What you will do:
Print the full listing once more, exactly as given.

Data records Block Start

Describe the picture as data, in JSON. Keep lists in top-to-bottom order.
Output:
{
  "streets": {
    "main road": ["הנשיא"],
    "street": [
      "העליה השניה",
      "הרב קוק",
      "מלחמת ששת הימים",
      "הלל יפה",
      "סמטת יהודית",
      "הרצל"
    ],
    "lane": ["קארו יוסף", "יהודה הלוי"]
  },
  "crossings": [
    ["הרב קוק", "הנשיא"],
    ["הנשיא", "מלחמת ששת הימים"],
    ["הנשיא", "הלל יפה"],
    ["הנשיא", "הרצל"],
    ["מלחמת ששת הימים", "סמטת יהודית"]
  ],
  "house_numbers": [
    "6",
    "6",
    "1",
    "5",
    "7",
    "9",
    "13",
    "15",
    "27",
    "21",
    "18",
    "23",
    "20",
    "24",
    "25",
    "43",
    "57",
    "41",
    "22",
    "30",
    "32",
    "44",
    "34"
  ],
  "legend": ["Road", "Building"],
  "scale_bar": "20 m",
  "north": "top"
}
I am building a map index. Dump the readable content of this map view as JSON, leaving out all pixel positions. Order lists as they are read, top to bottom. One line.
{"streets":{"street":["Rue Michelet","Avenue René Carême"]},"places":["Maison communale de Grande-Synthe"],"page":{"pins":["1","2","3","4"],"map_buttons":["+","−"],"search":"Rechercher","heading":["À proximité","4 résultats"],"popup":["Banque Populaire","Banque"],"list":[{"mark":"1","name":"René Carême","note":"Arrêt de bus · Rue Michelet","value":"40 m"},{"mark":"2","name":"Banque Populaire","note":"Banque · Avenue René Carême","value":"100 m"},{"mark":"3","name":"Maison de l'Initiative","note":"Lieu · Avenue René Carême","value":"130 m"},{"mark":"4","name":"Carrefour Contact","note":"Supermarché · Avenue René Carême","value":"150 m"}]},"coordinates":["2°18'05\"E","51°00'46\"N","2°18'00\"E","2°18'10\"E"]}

Data records Block End

Your solution:
Describe the picture as data, in JSON. Keep lists in top-to-bottom order.
Output:
{
  "streets": {
    "main road": ["הנשיא"],
    "street": [
      "העליה השניה",
      "הרב קוק",
      "מלחמת ששת הימים",
      "הלל יפה",
      "סמטת יהודית",
      "הרצל"
    ],
    "lane": ["קארו יוסף", "יהודה הלוי"]
  },
  "crossings": [
    ["הרב קוק", "הנשיא"],
    ["הנשיא", "מלחמת ששת הימים"],
    ["הנשיא", "הלל יפה"],
    ["הנשיא", "הרצל"],
    ["מלחמת ששת הימים", "סמטת יהודית"]
  ],
  "house_numbers": [
    "6",
    "6",
    "1",
    "5",
    "7",
    "9",
    "13",
    "15",
    "27",
    "21",
    "18",
    "23",
    "20",
    "24",
    "25",
    "43",
    "57",
    "41",
    "22",
    "30",
    "32",
    "44",
    "34"
  ],
  "legend": ["Road", "Building"],
  "scale_bar": "20 m",
  "north": "top"
}
I am building a map index. Dump the readable content of this map view as JSON, leaving out all pixel positions. Order lists as they are read, top to bottom. One line.
{"streets":{"street":["Rue Michelet","Avenue René Carême"]},"places":["Maison communale de Grande-Synthe"],"page":{"pins":["1","2","3","4"],"map_buttons":["+","−"],"search":"Rechercher","heading":["À proximité","4 résultats"],"popup":["Banque Populaire","Banque"],"list":[{"mark":"1","name":"René Carême","note":"Arrêt de bus · Rue Michelet","value":"40 m"},{"mark":"2","name":"Banque Populaire","note":"Banque · Avenue René Carême","value":"100 m"},{"mark":"3","name":"Maison de l'Initiative","note":"Lieu · Avenue René Carême","value":"130 m"},{"mark":"4","name":"Carrefour Contact","note":"Supermarché · Avenue René Carême","value":"150 m"}]},"coordinates":["2°18'05\"E","51°00'46\"N","2°18'00\"E","2°18'10\"E"]}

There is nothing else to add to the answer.